Back to Questdb

Handling Large Result Sets

documentation/query/pgwire/large-result-sets.md

latest8.5 KB
Original Source

import Tabs from "@theme/Tabs" import TabItem from "@theme/TabItem"

When querying large datasets via PGWire, many PostgreSQL drivers load the entire result set into memory before returning any rows. This causes:

  • Out of memory errors on the client
  • Long wait times before the first row is available
  • Timeouts for very large queries

The solution is to use cursor-based fetching (also called streaming or paging), which retrieves rows in batches.

The problem

By default, most PostgreSQL drivers execute queries like this:

  1. Send query to server
  2. Wait for all rows to be returned
  3. Load everything into client memory
  4. Return results to application

For a query returning 100 million rows, this means loading all 100 million rows into RAM before your application sees a single row.

The solution

Configure your driver to use cursor-based fetching:

  1. Send query to server
  2. Fetch rows in batches (e.g., 10,000 at a time)
  3. Process each batch before fetching the next
  4. Repeat until all rows are consumed

This keeps memory usage constant regardless of result set size.

Language examples

<Tabs defaultValue="java" values={[ { label: "Java", value: "java" }, { label: "Python", value: "python" }, { label: "Go", value: "go" }, { label: "Node.js", value: "nodejs" }, { label: ".NET", value: "dotnet" }, ]}>

<TabItem value="java">

Java (JDBC)

JDBC loads all rows into memory by default.

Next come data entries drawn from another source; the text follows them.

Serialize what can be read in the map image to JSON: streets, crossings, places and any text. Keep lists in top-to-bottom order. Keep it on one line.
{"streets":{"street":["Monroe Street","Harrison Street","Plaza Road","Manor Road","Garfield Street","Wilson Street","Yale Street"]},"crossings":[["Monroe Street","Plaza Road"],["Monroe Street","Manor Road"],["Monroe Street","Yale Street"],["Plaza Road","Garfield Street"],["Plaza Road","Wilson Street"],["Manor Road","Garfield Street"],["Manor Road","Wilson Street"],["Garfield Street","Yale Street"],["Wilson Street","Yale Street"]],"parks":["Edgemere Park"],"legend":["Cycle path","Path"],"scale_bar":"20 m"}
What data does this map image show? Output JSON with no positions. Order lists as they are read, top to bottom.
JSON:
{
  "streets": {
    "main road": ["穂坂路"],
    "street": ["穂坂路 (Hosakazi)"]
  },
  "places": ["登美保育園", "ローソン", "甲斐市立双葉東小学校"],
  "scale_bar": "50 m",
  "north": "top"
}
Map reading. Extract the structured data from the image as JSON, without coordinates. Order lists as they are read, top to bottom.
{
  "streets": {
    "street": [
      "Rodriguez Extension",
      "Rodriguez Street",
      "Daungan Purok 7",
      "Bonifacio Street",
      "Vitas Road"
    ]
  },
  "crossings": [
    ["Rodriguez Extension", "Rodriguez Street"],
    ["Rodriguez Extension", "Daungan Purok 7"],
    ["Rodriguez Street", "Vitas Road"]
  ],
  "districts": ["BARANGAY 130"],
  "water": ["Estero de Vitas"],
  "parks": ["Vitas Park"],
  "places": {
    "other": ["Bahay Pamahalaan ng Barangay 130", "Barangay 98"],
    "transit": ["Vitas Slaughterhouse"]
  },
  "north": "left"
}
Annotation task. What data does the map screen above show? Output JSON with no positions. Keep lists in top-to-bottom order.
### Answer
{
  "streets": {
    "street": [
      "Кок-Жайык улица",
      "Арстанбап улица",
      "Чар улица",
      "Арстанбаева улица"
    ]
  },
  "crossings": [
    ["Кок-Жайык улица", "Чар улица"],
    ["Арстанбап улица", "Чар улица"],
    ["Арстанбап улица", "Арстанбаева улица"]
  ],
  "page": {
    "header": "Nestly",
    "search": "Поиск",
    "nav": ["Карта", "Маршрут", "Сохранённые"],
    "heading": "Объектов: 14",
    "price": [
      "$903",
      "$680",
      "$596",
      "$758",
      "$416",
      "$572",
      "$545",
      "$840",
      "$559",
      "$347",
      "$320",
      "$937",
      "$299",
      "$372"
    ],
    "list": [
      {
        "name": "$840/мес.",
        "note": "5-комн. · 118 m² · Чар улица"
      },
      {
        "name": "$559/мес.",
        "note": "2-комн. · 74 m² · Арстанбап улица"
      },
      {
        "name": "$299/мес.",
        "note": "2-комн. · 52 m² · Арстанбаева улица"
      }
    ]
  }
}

To enable cursor-based fetching:

java
import java.sql.*;

public class LargeResultSet {
    public static void main(String[] args) throws SQLException {
        String url = "jdbc:postgresql://localhost:8812/qdb";
        Properties props = new Properties();
        props.setProperty("user", "admin");
        props.setProperty("password", "quest");

        try (Connection conn = DriverManager.getConnection(url, props)) {
            // REQUIRED: Disable auto-commit to enable cursor mode
            conn.setAutoCommit(false);

            try (Statement stmt = conn.createStatement()) {
                // Set fetch size - rows fetched per batch
                stmt.setFetchSize(10000);

                try (ResultSet rs = stmt.executeQuery(
                        "SELECT * FROM large_table")) {
                    while (rs.next()) {
                        // Process each row
                        // Memory usage stays constant
                    }
                }
            }
        }
    }
}

Key points:

  • setAutoCommit(false) is required — cursor mode only works within a transaction
  • setFetchSize(n) controls how many rows are fetched per round-trip
  • Choose fetch size based on row size and available memory (1,000–50,000 is typical)
</TabItem> <TabItem value="python">

Python (psycopg2 / psycopg3)

psycopg2: Server-side cursor

python
import psycopg2

conn = psycopg2.connect(
    host="localhost",
    port=8812,
    user="admin",
    password="quest",
    database="qdb"
)

# Use a named cursor for server-side cursor
with conn.cursor(name='large_query_cursor') as cursor:
    cursor.itersize = 10000  # Fetch 10,000 rows at a time

    cursor.execute("SELECT * FROM large_table")

    for row in cursor:
        # Process each row
        # Memory usage stays constant
        pass

conn.close()

psycopg3: Cursor with itersize

python
import psycopg

with psycopg.connect(
    "host=localhost port=8812 user=admin password=quest dbname=qdb"
) as conn:
    with conn.cursor(name="large_cursor") as cursor:
        cursor.execute("SELECT * FROM large_table")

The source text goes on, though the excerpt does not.